## EXERCISE DESCRIPTION:
Where in the material does the word "Strada" appear? Copy each line that has it.

## INFORMATION PROVIDED:
'''
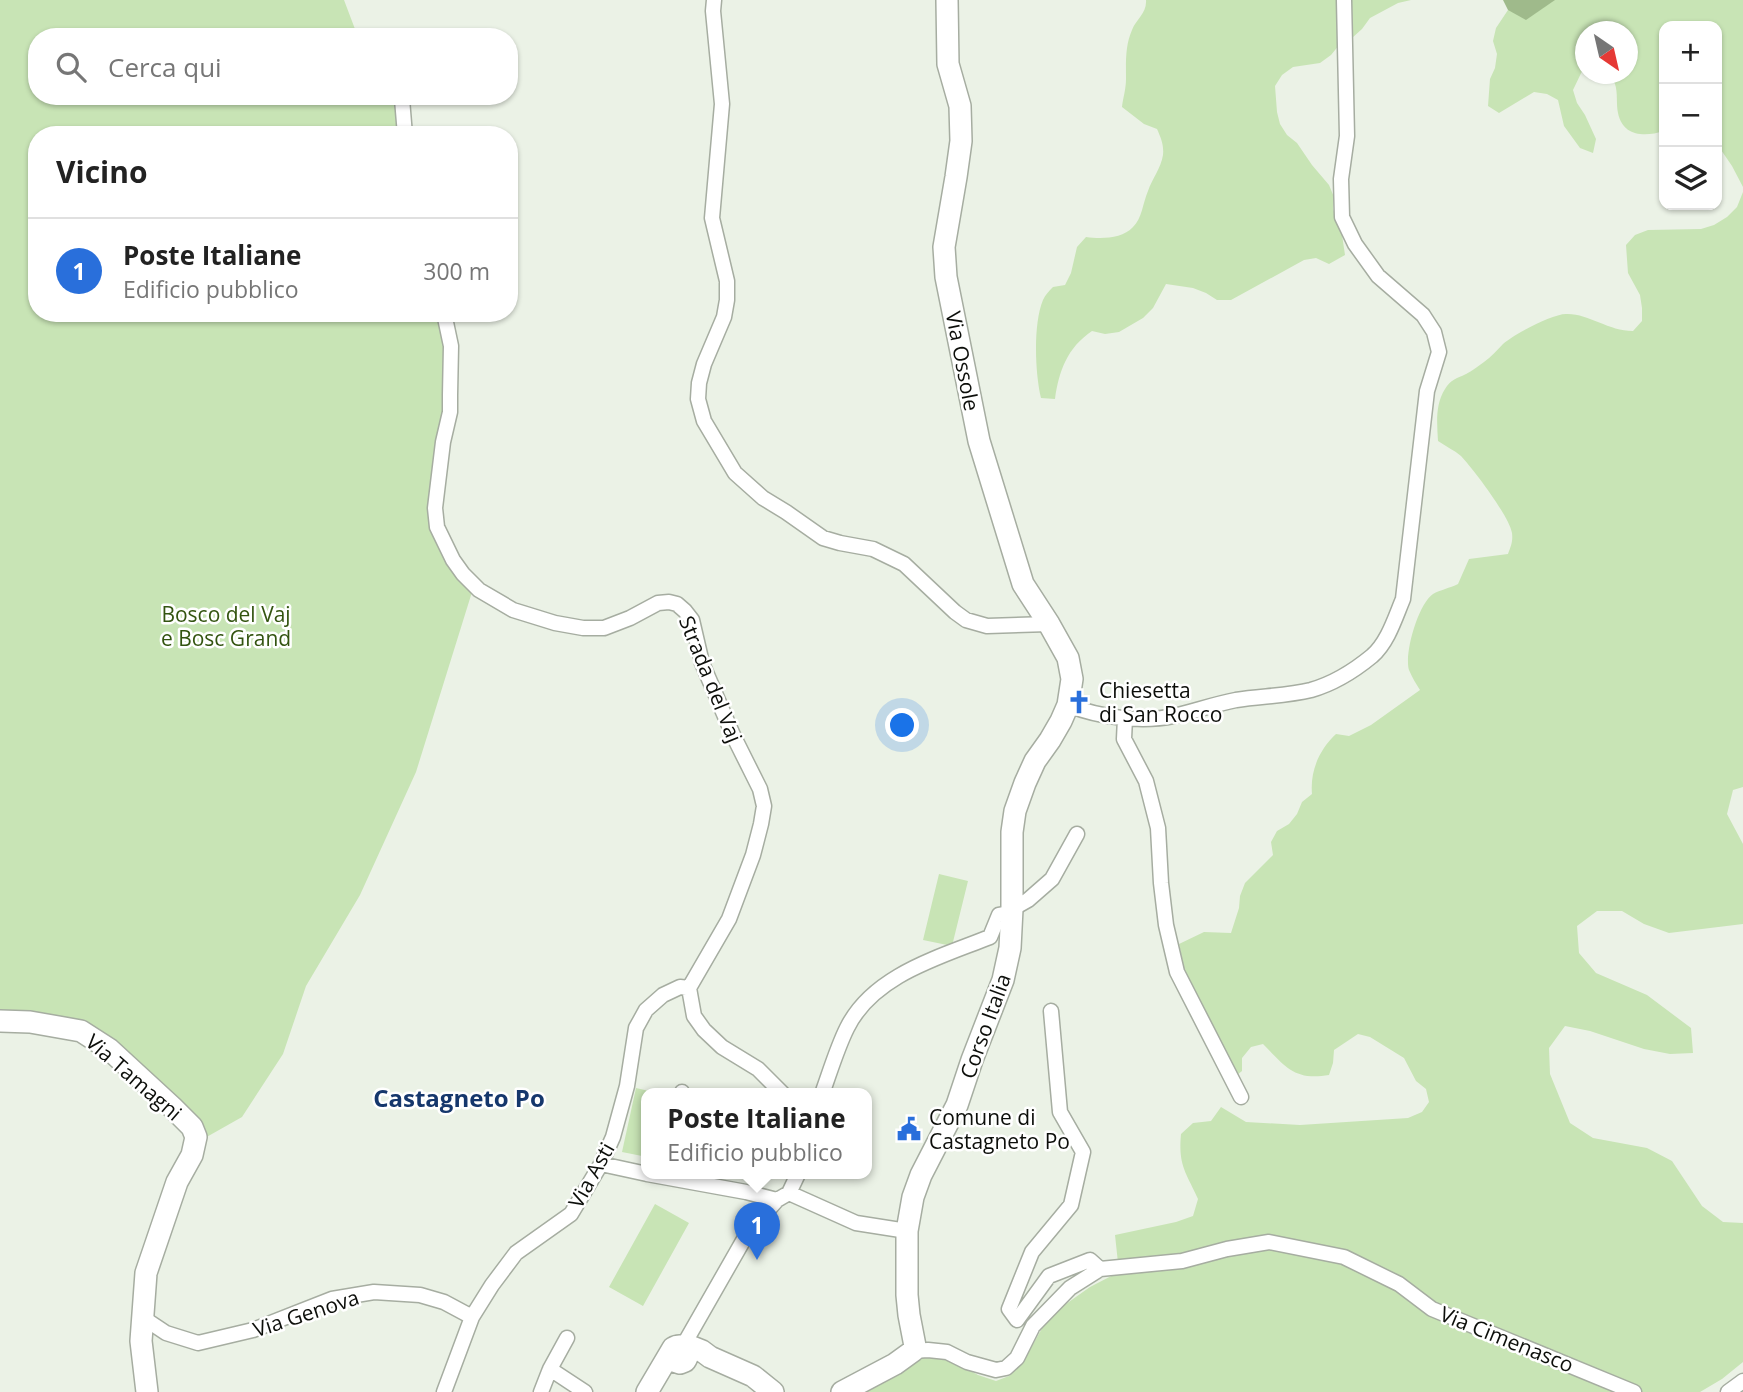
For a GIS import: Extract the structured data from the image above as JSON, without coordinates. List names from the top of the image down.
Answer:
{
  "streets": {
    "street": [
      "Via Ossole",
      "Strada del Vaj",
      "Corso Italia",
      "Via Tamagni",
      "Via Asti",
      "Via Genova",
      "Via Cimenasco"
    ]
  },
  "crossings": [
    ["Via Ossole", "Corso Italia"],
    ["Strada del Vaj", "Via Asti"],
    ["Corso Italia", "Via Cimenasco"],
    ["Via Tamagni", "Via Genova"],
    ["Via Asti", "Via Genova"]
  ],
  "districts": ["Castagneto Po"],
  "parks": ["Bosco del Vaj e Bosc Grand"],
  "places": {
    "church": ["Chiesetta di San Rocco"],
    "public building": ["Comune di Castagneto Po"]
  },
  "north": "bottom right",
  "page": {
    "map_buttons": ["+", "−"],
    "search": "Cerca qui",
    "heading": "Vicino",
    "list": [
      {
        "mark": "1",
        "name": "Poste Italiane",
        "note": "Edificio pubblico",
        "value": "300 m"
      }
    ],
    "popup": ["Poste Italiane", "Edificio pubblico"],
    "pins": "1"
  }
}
'''
## SOLUTION:
      "Strada del Vaj",
    ["Strada del Vaj", "Via Asti"],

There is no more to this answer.